Ignore the cover with its big “Death of Spider-Man” banner and the action shot of Nick Fury’s Avengers fighting against the Ultimates, because neither apply to this comic yet. Picking up where “Ultimate Comics Avengers 3” left off, this series could have easily been called “Ultimate Comics Avengers 4” and looks to be not just a culmination of the plot threads begun in the first “Ultimate Comics Avengers” series, but also some of the ideas and character bits first seen in “The Ultimates.” It’s a slow start to the big concluding story/half of a big crossover, but that quiet way of easing into the story is very effective, giving a steady rise as the comic goes on until it hits the cliffhanger finish.
Unlike the first three series, “Ultimate Avengers vs. New Ultimates” puts the focus squarely on the Ultimates right from the get-go. Nick Fury’s black ops group is only alluded to, the secret force that the Ultimates know are there, but are usually off dealing with problems they never find out about. That focus is on the Ultimates as they deal with the consequences of Captain America teleporting the Triskelion to Iran to defeat the vampires laying siege to it, and Tony Stark almost dying as a result of his brain tumor. More than anything, this reads like “Ultimate Avengers” #19, but does an adept job at also acting as a jumping-on point.
The transition from cleaning up the last story arc to developing this one is abrupt and doesn’t flow out of what came before except to begin to show how the titular conflict will happen as the Ultimates work to stop stolen super-soldier research and technology from being sold to China.

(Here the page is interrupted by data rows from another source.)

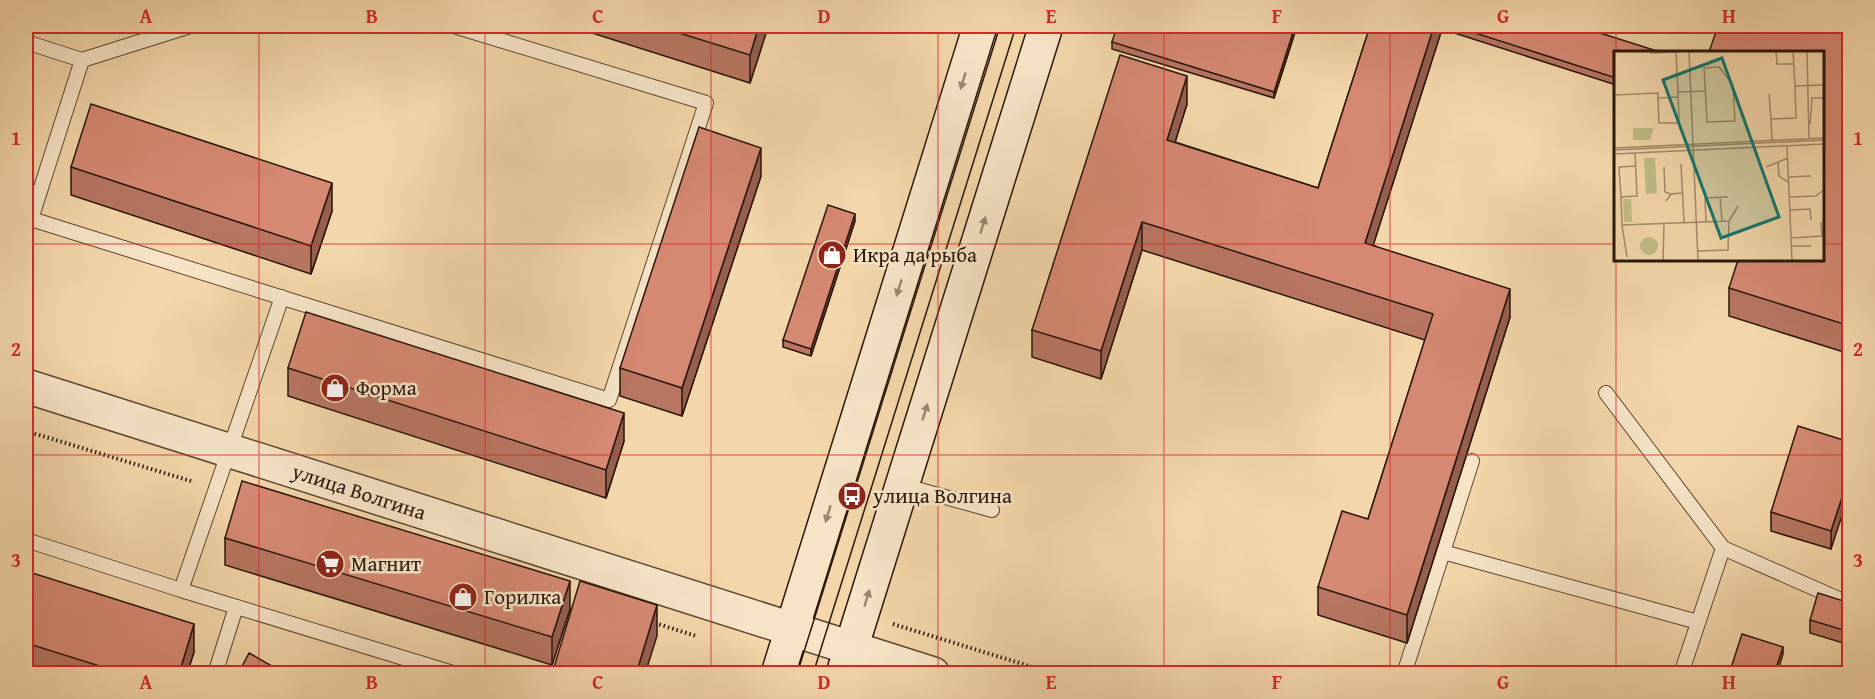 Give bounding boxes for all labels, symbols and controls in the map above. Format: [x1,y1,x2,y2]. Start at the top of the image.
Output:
text: A [140,1,153,30]
text: B [366,1,378,30]
text: C [592,1,604,30]
text: D [817,1,831,30]
text: E [1046,1,1057,30]
text: F [1272,1,1282,30]
text: G [1497,1,1509,30]
text: H [1722,1,1736,30]
inset map [1614,51,1824,261]
one-way arrow [958,72,967,90]
text: 1 [11,123,21,152]
text: 1 [1853,123,1863,152]
one-way arrow [979,216,988,234]
shop icon: Икра да рыба [816,239,848,271]
place label: Икра да рыба [853,239,977,270]
one-way arrow [893,279,903,297]
text: 2 [11,334,21,363]
text: 2 [1853,334,1863,363]
shop icon: Форма [319,372,351,404]
place label: Форма [356,372,417,403]
one-way arrow [921,402,930,420]
street label: улица Волгина [287,455,430,528]
bus stop icon: улица Волгина [836,480,868,512]
place label: улица Волгина [872,480,1012,511]
one-way arrow [823,505,832,523]
text: 3 [11,545,21,574]
text: 3 [1853,545,1863,574]
supermarket icon: Магнит [314,548,346,580]
place label: Магнит [351,548,421,579]
shop icon: Горилка [447,581,479,613]
place label: Горилка [484,581,561,612]
one-way arrow [863,589,872,607]
text: A [140,667,153,696]
text: B [366,667,378,696]
text: C [592,667,604,696]
text: D [817,667,831,696]
text: E [1046,667,1057,696]
text: F [1272,667,1282,696]
text: G [1497,667,1509,696]
text: H [1722,667,1736,696] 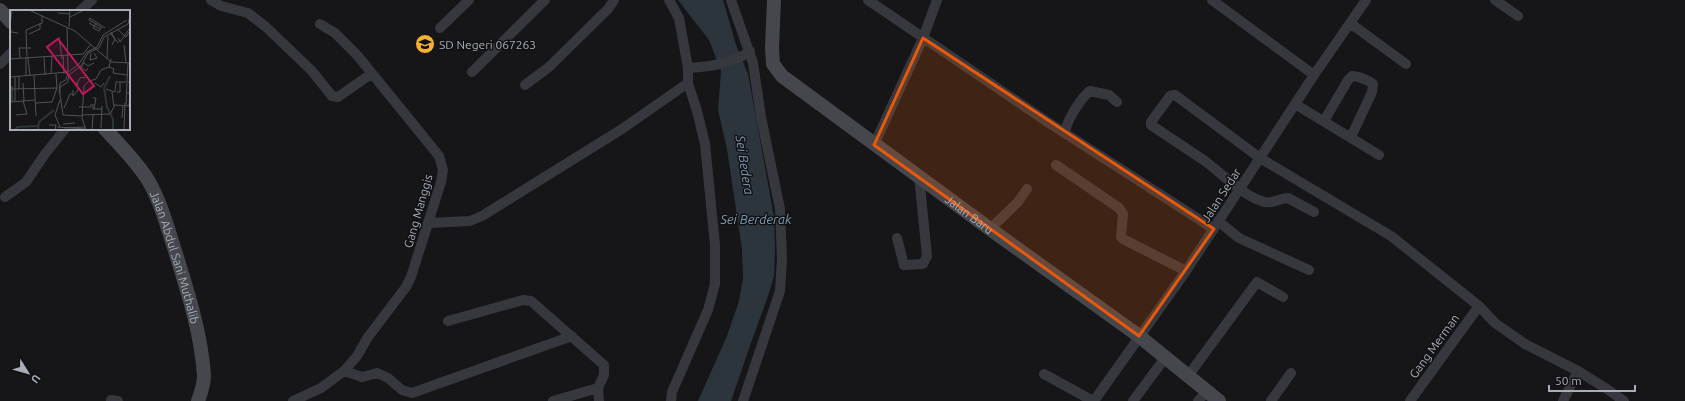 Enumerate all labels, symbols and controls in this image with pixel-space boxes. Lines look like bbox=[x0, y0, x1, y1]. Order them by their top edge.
inset map bbox=[10, 10, 130, 130]
school or university icon: SD Negeri 067263 bbox=[414, 33, 436, 55]
place label: SD Negeri 067263 bbox=[439, 38, 536, 51]
water label: Sei Bedera bbox=[733, 133, 757, 196]
street label: Jalan Sedar bbox=[1199, 165, 1243, 224]
street label: Gang Manggis bbox=[401, 173, 435, 249]
street label: Jalan Abdul Sani Muthalib bbox=[148, 189, 202, 325]
street label: Jalan Baru bbox=[943, 192, 996, 236]
water label: Sei Berderak bbox=[719, 212, 792, 226]
street label: Gang Merman bbox=[1407, 312, 1461, 380]
north arrow bbox=[8, 353, 48, 393]
scale bar bbox=[1549, 367, 1635, 393]
text: U bbox=[29, 372, 43, 386]
text: 50 m bbox=[1555, 374, 1582, 387]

The resulting confrontation with one of the test subjects is anti-climactic, while also very touching, as Millar undercuts the idea that ‘Mimic’ will be a danger by presenting a man so altered and changed that he’s insane and terrified by his lost humanity. It’s a scene that shows genuine humanity and warmth as the Ultimates do what they can to comfort the pained man as he dies, which also gives them the necessary emotional motivation to go after the people responsible.
Joining Millar for this arc is his “Ultimate Comics Avengers 2” and “Superior” collaborator Leinil Francis Yu, whose work here already blows away his previous stint with Millar on these characters. Part of the change is Sunny Gho handling the colors. Gho’s work on “Secret Warriors” has helped give that book the darker visual edge that suits its tone, and that’s the same here. With subdued, darker colors, Yu’s art looks crisp and clean, the line work standing out in a big way. While Millar’s Ultimate work has always had that big blockbuster action feel, it was meant to also be rooted in something reflecting the real world; Gho’s colors capture that feeling. This issue probably has the best art of the four “Ultimate Avengers” series.
It’s a slow, quiet start to the finale of Mark Millar’s work on the Ultimates and its large cast, and to “The Death of Spider-Man,” but it’s also a good start. With a traitor inside SHIELD exposed, there’s sufficient cause to begin five issues of mayhem and carnage. With Leinil Francis Yu’s art looking better than ever, this could be one hell of a mini-series.